Hypertension is commonly associated with autosomal dominant polycystic kidney disease (ADPKD), often discovered before the onset of renal failure, albeit the pathogenetic mechanisms are not well elucidated. Hyperaldosteronism in ADPKD may contribute to the development of insulin resistance and endothelial dysfunction, and progression of cardiorenal disease. The aim of study was to evaluate the prevalence of primary aldosteronism (PA) in ADPKD patients and identify some surrogate biomarkers of cardiovascular risk.We have enrolled 27 hypertensive ADPKD patients with estimated glomerular filtration rate (eGFR) ≥ 60 mL/min, evaluating the renin-angiotensin-aldosterone system (RAAS), inflammatory indexes, nutritional status, homocysteine (Hcy), homeostasis model assessment-insulin resistance (HOMA-IR), mineral metabolism, microalbuminuria, and surrogate markers of atherosclerosis [carotid intima media thickness (cIMT), ankle/brachial index (ABI), flow mediated dilation (FMD), renal resistive index (RRI) and left ventricular mass index (LVMI)]. Furthermore, we have carried out the morpho-functional magnetic resonance imaging (MRI) with high-field 3 T Magnetom Avanto.We have divided patients into group A, with normal plasma aldosterone concentration (PAC) and group B with PA, present in 9 (33%) of overall ADPKD patients.
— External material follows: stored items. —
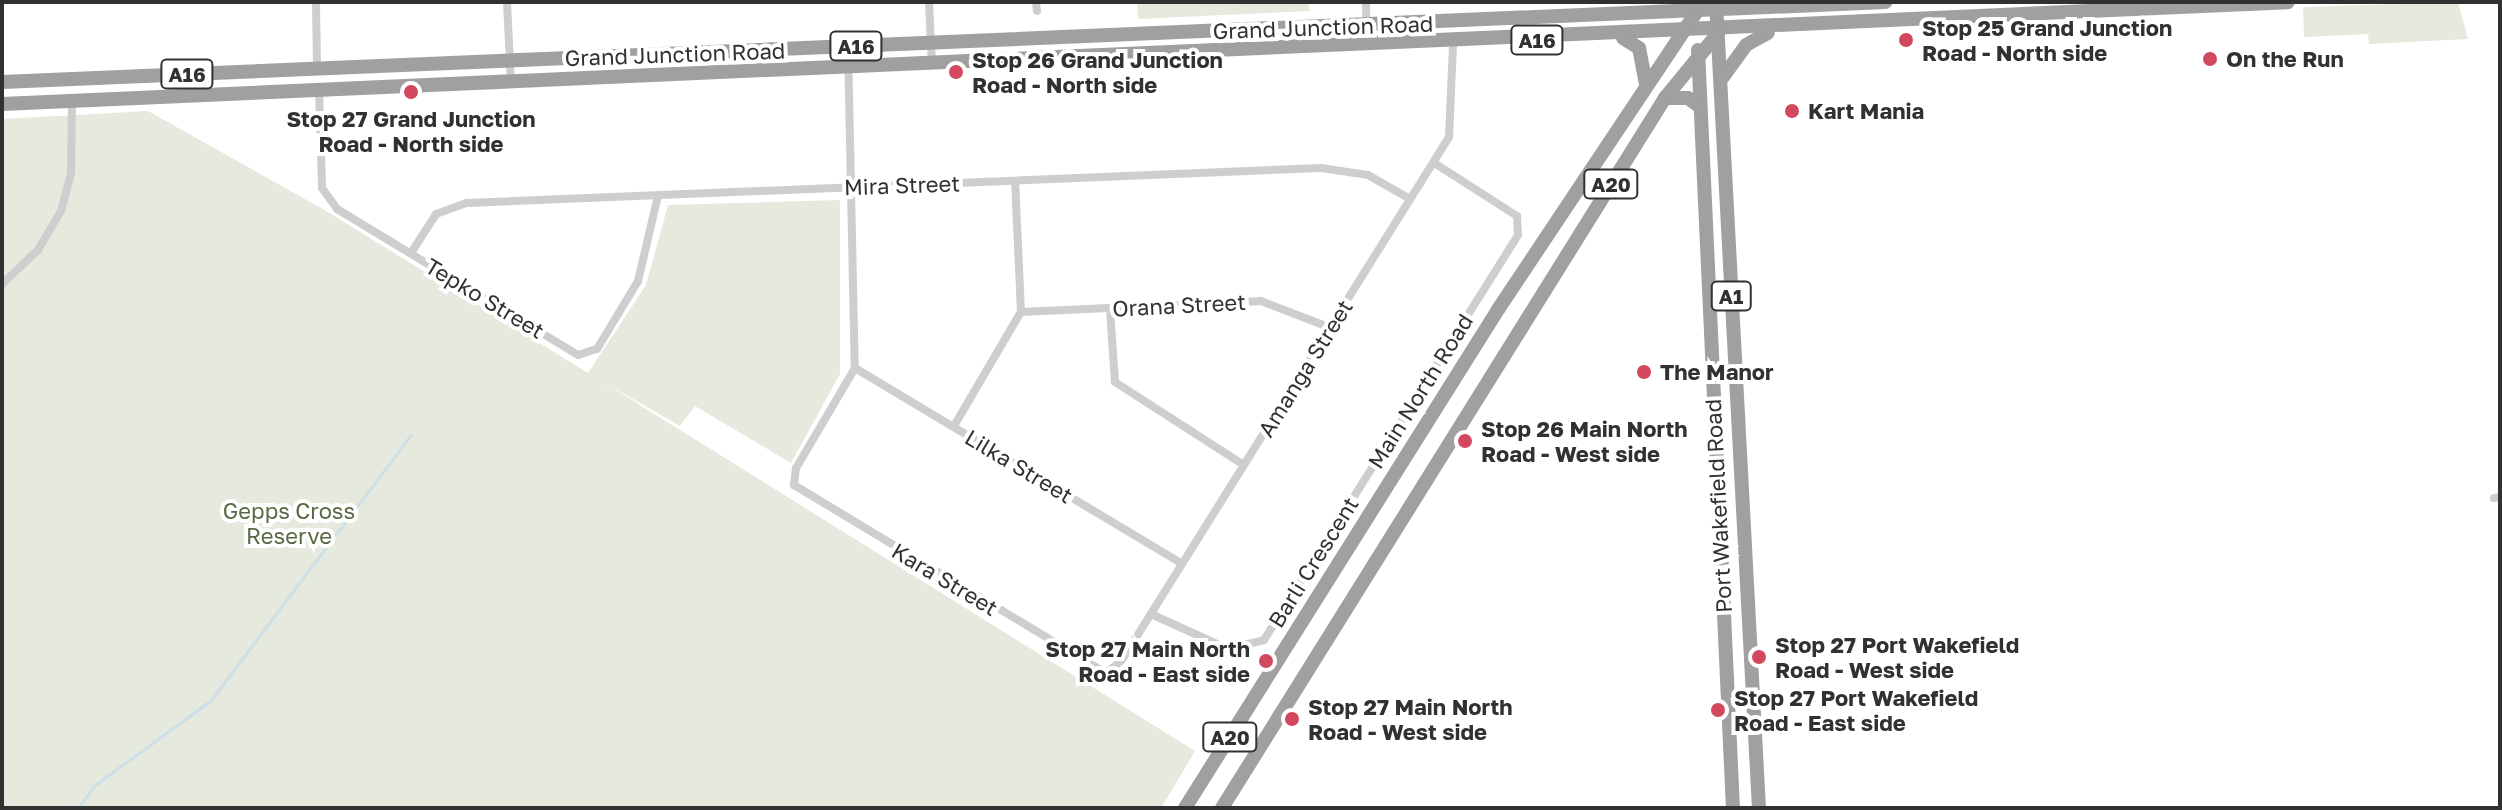 <!DOCTYPE html>
<html>
<head>
<meta charset="utf-8">
<style>
	body { margin:0 }
	#map { position:relative; width:2502px; height:810px; overflow:hidden; background:#fff; font-family:"Golos Text",sans-serif }
	div>[style] { position:absolute }
	.green>* { inset:0; background:#e5e9de }
	.stream>* { height:3px; margin:-1.5px; padding:0 1.5px; transform-origin:1.5px; border-radius:1.5px; background:#cde0e8 }
	.minor>* { height:8px; margin:-4px; padding:0 4px; transform-origin:4px; border-radius:4px; background:#cecece }
	.trunk>* { height:14px; margin:-7px; padding:0 7px; transform-origin:7px; border-radius:7px; background:#a0a0a0 }
	.dots>* { width:22px; height:22px; translate:-50% -50%; box-sizing:border-box; border:4px solid #fff; border-radius:50% }
	span { translate:-50% -50%; white-space:nowrap; text-align:center; line-height:1.15; -webkit-text-stroke:8px #fff; paint-order:stroke }
	.shield-label span { padding:2px 6px; background:#fff; border:2px solid; border-radius:6px; -webkit-text-stroke-width:0 }
	.shield-label { font-size:20px; color:#313131; font-weight:700 }
	.street-label { font-size:22px; color:#313131 }
	.poi-label { font-size:22px; color:#313131; font-weight:700 }
	.left { translate:0 -50%; text-align:left }
	.right { translate:-100% -50%; text-align:right }
	.park-label { font-size:22px; color:#586943 }
	.frame { position:absolute; inset:0; border:4px solid #313131; pointer-events:none }
</style>
</head>
<body>
<div id="map">
	<div class="green">
		<i style="clip-path:polygon(1137px 2px,1309px 2px,1309px 11px,1138px 19px)"></i>
		<i style="clip-path:polygon(2458px 2px,2468px 39px,2369px 44px,2368px 34px,2304px 37px,2303px 7px)"></i>
		<i style="clip-path:polygon(148px 111px,328px 212px,588px 373px,646px 285px,668px 205px,840px 200px,840px 374px,791px 463px,695px 406px,680px 426px,603px 382px,1195px 751px,1161px 808px,2px 808px,2px 119px)"></i>
	</div>
	<div class="stream">
		<i style="left:78px;top:808px;width:29px;rotate:-54deg"></i>
		<i style="left:95px;top:785px;width:144px;rotate:-36.2deg"></i>
		<i style="left:211px;top:700px;width:332px;rotate:-53deg"></i>
	</div>
	<div class="minor">
		<i style="left:316px;top:2px;width:67px;rotate:89.1deg"></i>
		<i style="left:507px;top:2px;width:81px;rotate:87.2deg"></i>
		<i style="left:929px;top:2px;width:63px;rotate:87.3deg"></i>
		<i style="left:1036px;top:2px;width:9px;rotate:84deg"></i>
		<i style="left:1366px;top:2px;width:43px;rotate:88.7deg"></i>
		<i style="left:848px;top:46px;width:322px;rotate:88.8deg"></i>
		<i style="left:855px;top:368px;width:116px;rotate:120.5deg"></i>
		<i style="left:796px;top:468px;width:17px;rotate:97deg"></i>
		<i style="left:794px;top:485px;width:364px;rotate:31.1deg"></i>
		<i style="left:1106px;top:673px;width:21px;rotate:-39deg"></i>
		<i style="left:1122px;top:660px;width:617px;rotate:-57.98deg"></i>
		<i style="left:1449px;top:137px;width:93px;rotate:-87.5deg"></i>
		<i style="left:319px;top:91px;width:97px;rotate:88.2deg"></i>
		<i style="left:322px;top:188px;width:26px;rotate:54deg"></i>
		<i style="left:337px;top:209px;width:282px;rotate:31.2deg"></i>
		<i style="left:578px;top:355px;width:20px;rotate:-18deg"></i>
		<i style="left:597px;top:349px;width:79px;rotate:-58.9deg"></i>
		<i style="left:638px;top:281px;width:87px;rotate:-76.8deg"></i>
		<i style="left:411px;top:253px;width:46px;rotate:-57.3deg"></i>
		<i style="left:436px;top:214px;width:33px;rotate:-20deg"></i>
		<i style="left:467px;top:203px;width:855px;rotate:-2.35deg"></i>
		<i style="left:1321px;top:168px;width:48px;rotate:8.5deg"></i>
		<i style="left:1368px;top:175px;width:48px;rotate:29.7deg"></i>
		<i style="left:2px;top:284px;width:50px;rotate:-43.4deg"></i>
		<i style="left:38px;top:250px;width:45px;rotate:-59.5deg"></i>
		<i style="left:61px;top:211px;width:39px;rotate:-75deg"></i>
		<i style="left:71px;top:173px;width:72px;rotate:-89.2deg"></i>
		<i style="left:1110px;top:309px;width:73px;rotate:86.1deg"></i>
		<i style="left:1115px;top:382px;width:153px;rotate:32.8deg"></i>
		<i style="left:1021px;top:312px;width:240px;rotate:-2.6deg"></i>
		<i style="left:1261px;top:301px;width:75px;rotate:21.1deg"></i>
		<i style="left:855px;top:368px;width:381px;rotate:30.9deg"></i>
		<i style="left:954px;top:426px;width:132px;rotate:-59.6deg"></i>
		<i style="left:1021px;top:312px;width:131px;rotate:-92.6deg"></i>
		<i style="left:2494px;top:498px;width:6px;rotate:-9deg"></i>
		<i style="left:1151px;top:614px;width:85px;rotate:24.4deg"></i>
		<i style="left:1228px;top:649px;width:37px;rotate:-14deg"></i>
		<i style="left:1264px;top:640px;width:478px;rotate:-57.9deg"></i>
		<i style="left:1518px;top:235px;width:19px;rotate:-93deg"></i>
		<i style="left:1517px;top:216px;width:98px;rotate:-147.4deg"></i>
	</div>
	<div class="trunk">
		<i style="left:1716px;top:2px;width:807px;rotate:86.95deg"></i>
		<i style="left:1623px;top:38px;width:19px;rotate:32deg"></i>
		<i style="left:1639px;top:48px;width:36px;rotate:79deg"></i>
		<i style="left:1698px;top:50px;width:759px;rotate:87.36deg"></i>
		<i style="left:1723px;top:77px;width:39px;rotate:-54deg"></i>
		<i style="left:1746px;top:45px;width:25px;rotate:-29deg"></i>
		<i style="left:2px;top:82px;width:1885px;rotate:-2.43deg"></i>
		<i style="left:1665px;top:98px;width:23px"></i>
		<i style="left:1688px;top:98px;width:15px;rotate:37deg"></i>
		<i style="left:2px;top:104px;width:2288px;rotate:-2.55deg"></i>
		<i style="left:1185px;top:808px;width:590px;rotate:-57.87deg"></i>
		<i style="left:1499px;top:308px;width:357px;rotate:-56.3deg"></i>
		<i style="left:1222px;top:808px;width:837px;rotate:-58.04deg"></i>
		<i style="left:1665px;top:98px;width:85px;rotate:-50.7deg"></i>
	</div>
	<div class="dots">
		<i style="left:1906px;top:40px;background:#d3485e"></i>
		<i style="left:2210px;top:59px;background:#d3485e"></i>
		<i style="left:956px;top:72px;background:#d3485e"></i>
		<i style="left:411px;top:92px;background:#d3485e"></i>
		<i style="left:1792px;top:111px;background:#d3485e"></i>
		<i style="left:1644px;top:372px;background:#d3485e"></i>
		<i style="left:1465px;top:441px;background:#d3485e"></i>
		<i style="left:1759px;top:657px;background:#d3485e"></i>
		<i style="left:1266px;top:661px;background:#d3485e"></i>
		<i style="left:1718px;top:710px;background:#d3485e"></i>
		<i style="left:1292px;top:719px;background:#d3485e"></i>
	</div>
	<div class="shield-label">
		<span style="left:1537px;top:40px">A16</span>
		<span style="left:856px;top:46px">A16</span>
		<span style="left:187px;top:74px">A16</span>
		<span style="left:1611px;top:184px">A20</span>
		<span style="left:1731px;top:296px">A1</span>
		<span style="left:1230px;top:737px">A20</span>
	</div>
	<div class="street-label">
		<span style="left:1323px;top:27px;rotate:-2deg">Grand Junction Road</span>
		<span style="left:675px;top:54px;rotate:-2deg">Grand Junction Road</span>
		<span style="left:902px;top:185px;rotate:-2deg">Mira Street</span>
		<span style="left:485px;top:298px;rotate:31deg">Tepko Street</span>
		<span style="left:1179px;top:305px;rotate:-3deg">Orana Street</span>
		<span style="left:1305px;top:368px;rotate:-58deg">Amanga Street</span>
		<span style="left:1420px;top:391px;rotate:-58deg">Main North Road</span>
		<span style="left:1019px;top:466px;rotate:31deg">Lilka Street</span>
		<span style="left:1718px;top:506px;rotate:-93deg">Port Wakefield Road</span>
		<span style="left:1313px;top:562px;rotate:-58deg">Barli Crescent</span>
		<span style="left:945px;top:579px;rotate:31deg">Kara Street</span>
	</div>
	<div class="poi-label">
		<span class="left" style="left:1922px;top:40px">Stop 25 Grand Junction<br>Road - North side</span>
		<span class="left" style="left:972px;top:72px">Stop 26 Grand Junction<br>Road - North side</span>
		<span class="left" style="left:2226px;top:59px">On the Run</span>
		<span class="left" style="left:1808px;top:111px">Kart Mania</span>
		<span style="left:411px;top:131px">Stop 27 Grand Junction<br>Road - North side</span>
		<span class="left" style="left:1660px;top:372px">The Manor</span>
		<span class="left" style="left:1481px;top:441px">Stop 26 Main North<br>Road - West side</span>
		<span class="left" style="left:1775px;top:657px">Stop 27 Port Wakefield<br>Road - West side</span>
		<span class="right" style="left:1250px;top:661px">Stop 27 Main North<br>Road - East side</span>
		<span class="left" style="left:1734px;top:710px">Stop 27 Port Wakefield<br>Road - East side</span>
		<span class="left" style="left:1308px;top:719px">Stop 27 Main North<br>Road - West side</span>
	</div>
	<div class="park-label">
		<span style="left:289px;top:523px">Gepps Cross<br>Reserve</span>
	</div>
	<div class="frame"></div>
</div>
</body>
</html>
Respect to group A, group B showed a significant higher mean value of LVMI, HOMA-IR and Hcy (P = 0.001, P = 0.004, P = 0.018; respectively), and a lower value of FMD and 25-hydroxyvitamin D (25-OH-VitD) (P = 0.037, P = 0.019; respectively) with a higher prevalence of non-dipper pattern at Ambulatory Blood Pressure Monitoring (ABPM) (65% vs 40%, P < 0.05) at an early stage of the disease.In this study, we showed a high prevalence of PA in ADPKD patients, associated to higher LVMI, HOMA-IR, Hcy, lower FMD, and 25-OH-VitD, considered as surrogate markers of atherosclerosis, compared to ADPKD patients with normal PAC values. Our results indicate a higher overall cardiovascular risk in ADPKD patients with inappropriate aldosterone secretion, and a screening for PA in all patients with ADPKD is recommended.
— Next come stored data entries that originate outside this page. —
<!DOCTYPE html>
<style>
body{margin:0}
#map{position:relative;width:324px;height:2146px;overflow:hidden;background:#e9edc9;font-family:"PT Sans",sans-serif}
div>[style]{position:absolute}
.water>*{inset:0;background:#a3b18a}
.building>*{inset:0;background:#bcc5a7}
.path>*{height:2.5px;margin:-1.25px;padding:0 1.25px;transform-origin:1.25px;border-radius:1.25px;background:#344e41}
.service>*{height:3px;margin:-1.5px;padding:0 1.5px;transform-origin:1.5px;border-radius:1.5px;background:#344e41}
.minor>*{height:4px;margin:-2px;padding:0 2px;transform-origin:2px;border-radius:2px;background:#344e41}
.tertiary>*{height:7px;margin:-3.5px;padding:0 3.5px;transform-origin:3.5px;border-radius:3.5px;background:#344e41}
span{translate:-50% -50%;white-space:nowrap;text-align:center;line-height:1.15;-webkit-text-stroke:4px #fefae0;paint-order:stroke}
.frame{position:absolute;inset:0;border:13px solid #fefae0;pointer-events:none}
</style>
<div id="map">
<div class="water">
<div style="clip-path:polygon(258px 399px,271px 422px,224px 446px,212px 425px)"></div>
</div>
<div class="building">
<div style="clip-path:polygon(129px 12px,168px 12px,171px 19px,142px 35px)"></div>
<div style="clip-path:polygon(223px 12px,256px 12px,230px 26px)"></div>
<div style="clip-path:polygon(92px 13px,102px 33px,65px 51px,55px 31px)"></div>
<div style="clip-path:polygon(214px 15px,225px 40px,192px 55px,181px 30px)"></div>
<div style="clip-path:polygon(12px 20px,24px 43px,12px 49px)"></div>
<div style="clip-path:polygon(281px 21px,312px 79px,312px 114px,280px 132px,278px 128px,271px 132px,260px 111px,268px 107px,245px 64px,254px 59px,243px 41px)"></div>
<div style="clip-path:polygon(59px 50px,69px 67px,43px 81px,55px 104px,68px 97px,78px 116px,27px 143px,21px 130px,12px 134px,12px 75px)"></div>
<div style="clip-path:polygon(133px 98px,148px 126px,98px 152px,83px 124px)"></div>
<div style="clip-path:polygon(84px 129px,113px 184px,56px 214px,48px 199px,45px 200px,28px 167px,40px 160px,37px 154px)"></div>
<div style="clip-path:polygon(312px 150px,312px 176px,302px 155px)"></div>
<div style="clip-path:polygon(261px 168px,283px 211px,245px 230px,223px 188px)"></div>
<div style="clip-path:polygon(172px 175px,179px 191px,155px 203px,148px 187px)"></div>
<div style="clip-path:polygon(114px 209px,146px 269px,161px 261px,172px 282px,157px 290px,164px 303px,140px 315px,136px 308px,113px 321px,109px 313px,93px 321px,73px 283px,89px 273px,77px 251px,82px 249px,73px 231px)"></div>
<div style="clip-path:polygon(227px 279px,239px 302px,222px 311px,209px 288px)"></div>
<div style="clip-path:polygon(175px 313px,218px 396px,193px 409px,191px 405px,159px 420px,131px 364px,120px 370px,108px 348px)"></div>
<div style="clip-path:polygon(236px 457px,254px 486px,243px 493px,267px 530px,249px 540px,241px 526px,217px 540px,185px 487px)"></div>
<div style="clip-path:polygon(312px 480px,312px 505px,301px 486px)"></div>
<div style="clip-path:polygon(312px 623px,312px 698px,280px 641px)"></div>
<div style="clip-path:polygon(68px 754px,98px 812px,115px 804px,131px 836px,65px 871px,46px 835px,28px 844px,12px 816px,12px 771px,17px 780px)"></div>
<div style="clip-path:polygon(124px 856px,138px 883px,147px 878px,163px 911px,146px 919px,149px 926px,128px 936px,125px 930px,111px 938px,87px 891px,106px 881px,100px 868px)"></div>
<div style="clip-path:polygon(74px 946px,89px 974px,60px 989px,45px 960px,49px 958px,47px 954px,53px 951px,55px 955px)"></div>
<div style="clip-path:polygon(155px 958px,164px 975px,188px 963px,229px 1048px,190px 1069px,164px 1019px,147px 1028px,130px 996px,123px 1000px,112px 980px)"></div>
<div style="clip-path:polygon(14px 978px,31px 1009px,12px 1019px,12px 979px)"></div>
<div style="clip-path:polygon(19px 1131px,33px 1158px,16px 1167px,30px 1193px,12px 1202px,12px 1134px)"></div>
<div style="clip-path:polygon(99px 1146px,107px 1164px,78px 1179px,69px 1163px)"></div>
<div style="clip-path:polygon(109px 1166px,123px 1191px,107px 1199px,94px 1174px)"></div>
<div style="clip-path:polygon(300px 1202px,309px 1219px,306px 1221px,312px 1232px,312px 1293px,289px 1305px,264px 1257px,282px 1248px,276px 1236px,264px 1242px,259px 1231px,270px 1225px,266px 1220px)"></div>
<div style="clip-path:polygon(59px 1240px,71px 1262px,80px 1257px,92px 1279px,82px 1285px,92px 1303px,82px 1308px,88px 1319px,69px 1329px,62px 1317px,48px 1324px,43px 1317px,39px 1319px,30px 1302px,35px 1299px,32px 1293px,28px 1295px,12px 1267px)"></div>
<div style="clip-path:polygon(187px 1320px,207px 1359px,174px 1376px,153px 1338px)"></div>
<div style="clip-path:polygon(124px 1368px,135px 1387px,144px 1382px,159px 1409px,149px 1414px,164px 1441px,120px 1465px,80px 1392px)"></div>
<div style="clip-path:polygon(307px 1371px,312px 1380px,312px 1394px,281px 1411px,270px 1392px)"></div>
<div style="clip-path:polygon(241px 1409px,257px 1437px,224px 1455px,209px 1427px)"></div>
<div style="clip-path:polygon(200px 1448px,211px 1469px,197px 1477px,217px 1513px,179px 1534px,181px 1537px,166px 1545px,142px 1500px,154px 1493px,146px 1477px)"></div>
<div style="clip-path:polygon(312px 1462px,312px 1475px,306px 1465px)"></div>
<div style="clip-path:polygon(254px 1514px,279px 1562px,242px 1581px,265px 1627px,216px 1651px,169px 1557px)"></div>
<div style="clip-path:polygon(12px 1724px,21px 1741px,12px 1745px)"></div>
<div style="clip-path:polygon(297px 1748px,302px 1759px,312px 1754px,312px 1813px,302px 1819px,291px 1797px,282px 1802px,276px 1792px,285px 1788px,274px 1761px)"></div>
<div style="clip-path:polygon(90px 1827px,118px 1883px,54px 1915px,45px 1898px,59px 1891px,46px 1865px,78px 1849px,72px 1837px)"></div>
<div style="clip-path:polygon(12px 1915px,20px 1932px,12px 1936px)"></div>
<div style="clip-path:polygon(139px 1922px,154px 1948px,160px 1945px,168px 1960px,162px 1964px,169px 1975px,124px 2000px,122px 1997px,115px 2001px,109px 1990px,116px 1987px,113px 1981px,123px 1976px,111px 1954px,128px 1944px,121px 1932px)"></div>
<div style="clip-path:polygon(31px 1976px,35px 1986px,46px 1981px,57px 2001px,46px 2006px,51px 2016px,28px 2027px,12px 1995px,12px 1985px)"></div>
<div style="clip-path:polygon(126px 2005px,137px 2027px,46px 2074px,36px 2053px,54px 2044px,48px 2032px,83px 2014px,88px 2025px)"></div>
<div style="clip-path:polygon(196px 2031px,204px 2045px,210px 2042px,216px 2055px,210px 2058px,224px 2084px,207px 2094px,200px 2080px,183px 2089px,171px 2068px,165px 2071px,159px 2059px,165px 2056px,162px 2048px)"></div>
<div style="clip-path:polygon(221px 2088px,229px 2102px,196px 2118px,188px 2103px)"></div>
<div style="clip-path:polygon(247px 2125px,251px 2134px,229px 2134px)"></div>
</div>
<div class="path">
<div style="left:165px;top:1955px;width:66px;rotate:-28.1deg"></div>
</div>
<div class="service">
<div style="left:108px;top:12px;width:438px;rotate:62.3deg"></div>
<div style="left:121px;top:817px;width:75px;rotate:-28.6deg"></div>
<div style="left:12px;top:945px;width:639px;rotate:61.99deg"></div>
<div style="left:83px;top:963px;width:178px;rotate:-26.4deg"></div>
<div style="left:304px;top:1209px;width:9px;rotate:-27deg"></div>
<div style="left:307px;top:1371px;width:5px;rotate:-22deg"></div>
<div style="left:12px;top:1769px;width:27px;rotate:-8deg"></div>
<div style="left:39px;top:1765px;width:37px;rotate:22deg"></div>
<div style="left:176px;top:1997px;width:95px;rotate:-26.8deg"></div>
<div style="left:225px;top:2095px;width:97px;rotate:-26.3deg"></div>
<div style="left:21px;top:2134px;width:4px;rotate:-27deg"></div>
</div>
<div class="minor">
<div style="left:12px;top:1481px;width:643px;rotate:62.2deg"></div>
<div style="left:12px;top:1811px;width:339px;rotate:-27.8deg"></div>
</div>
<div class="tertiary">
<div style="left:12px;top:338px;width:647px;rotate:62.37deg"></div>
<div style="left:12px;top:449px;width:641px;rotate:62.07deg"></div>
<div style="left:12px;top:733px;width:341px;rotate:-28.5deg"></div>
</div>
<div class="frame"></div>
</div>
高血压常与常染色体显性多囊肾病(ADPKD)相关,常在肾衰竭发作前被发现,尽管其发病机制尚未完全阐明。ADPKD中的醛固酮增多症可能导致胰岛素抵抗和内皮功能障碍的发展以及心肾疾病的进展。本研究的目的是评估ADPKD患者中原发性醛固酮增多症(PA)的患病率,并确定一些心血管风险的替代生物标志物。我们纳入了27例估计肾小球滤过率(eGFR)≥60 mL/min的高血压ADPKD患者,评估肾素-血管紧张素-醛固酮系统(RAAS)、炎症指标、营养状况、同型半胱氨酸(Hcy)、稳态模型评估-胰岛素抵抗(HOMA-IR)、矿物质代谢、微量白蛋白尿以及动脉粥样硬化的替代标志物[颈动脉内膜中层厚度(cIMT)、踝臂指数(ABI)、血流介导的血管舒张(FMD)、肾阻力指数(RRI)和左心室质量指数(LVMI)]。此外,我们使用3T高场Magnetom Avanto进行了形态功能磁共振成像(MRI)检查。我们将患者分为A组,其血浆醛固酮浓度(PAC)正常,以及B组,患有PA,在所有ADPKD患者中有9例(33%)属于B组。与A组相比,B组的LVMI、HOMA-IR和Hcy的平均值显著更高(分别为P = 0.001、P = 0.004、P = 0.018),而FMD和25-羟基维生素D(2۵-OH-VitD)的值更低(分别为P = 0.037、P = 0.019),在疾病早期动态血压监测(ABPM)中出现非勺型模式的患病率更高(65%对40%,P < 0.05)。在本研究中,我们发现ADPKD患者中PA的患病率较高,与LVMI、HOMA-IR、Hcy升高以及FMD和2۵-OH-VitD降低相关,这些被视为动脉粥样硬化的替代标志物,与PAC值正常的ADPKD患者相比。我们的结果表明,醛固酮分泌异常的ADPKD患者总体心血管风险更高,建议对所有ADPKD患者进行PA筛查。